Auch sein Vorgänger wurde bei einem US-Drohnenangriff im Jemen getötet. Wann genau Al-Rimi getötet wurde, teilte die Regierungszentrale in Washington nicht mit. Trump erklärte auf Twitter, durch die Tötung des AQAP-Chefs werde dessen Organisation "weiter geschwächt". Dadurch rücke ein Ende der Bedrohung durch AQAP und das globale Al-Kaida-Netzwerk näher.

Militärchef von Terrorgruppe

Al-Rimi war zuvor Militärchef der Terrorgruppe, die als mächtigster Ableger des Al-Kaida-Netzwerkes gilt. Auf den Terroristen war eine Belohnung in Höhe von bis zu zehn Millionen US-Dollar ausgesetzt. Die US-Behörden bringen ihn mit zahlreichen Anschlägen in Verbindung. Darunter der Angriff auf die US-Botschaft im Jemen 2008.

Al-Rimi soll für Osama bin Laden gearbeitet haben

Al-Rimi habe in Afghanistan für Osama bin Laden gearbeitet, erklärte das Weiße Haus. Unter Al-Rimi habe AQAP "skrupellose Gewalt" an Zivilisten im Jemen verübt und versucht, zahlreiche Angriffe gegen die Vereinigten Staaten und ihre Streitkräfte durchzuführen. Durch seinen Tod sei man der Beseitigung der Gefahren für die nationale Sicherheit durch Gruppierungen wie Al-Kaida nähergekommen, hieß es.

Berichte über Tod schon Ende Jänner

Die "New York Times" hatte bereits Ende Jänner berichtet, dass Al-Rimi bei einem Luftangriff getötet worden sein könnte. Trump hatte Berichte darüber auf Twitter weiterverbreitet, eine Bestätigung stand allerdings aus.

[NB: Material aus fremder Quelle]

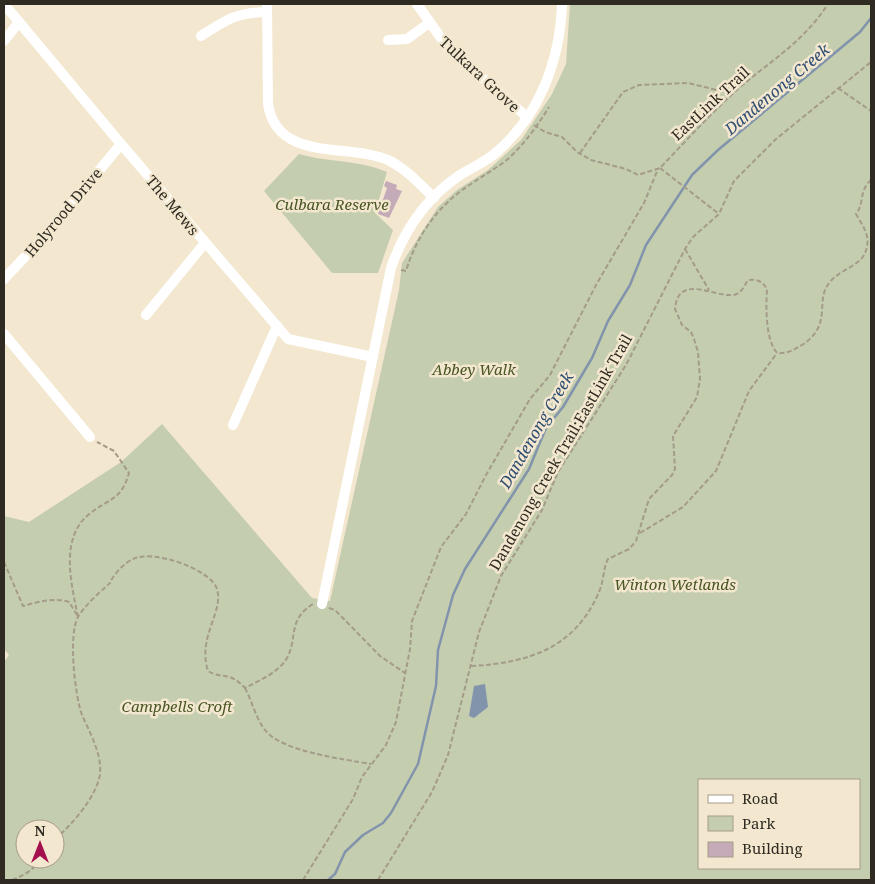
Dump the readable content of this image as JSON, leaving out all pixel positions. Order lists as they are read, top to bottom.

Trump demonstriert Entschlossenheit

Den Angriff dürfte Trump nutzen, um seine Entschlossenheit im Kampf gegen den Terrorismus zu unterstreichen. Im Oktober hatten Spezialkräfte des US-Militärs den Anführer der Terrormiliz Islamischer Staat (IS) im Nordwesten Syriens aufgespürt. Auch rühmt Trump sich immer wieder mit dem US-Luftangriff auf den iranischen Top-General Qassem Soleimani. Nach dessen Tod im Jänner waren die Spannungen im Nahen Osten gefährlich eskaliert.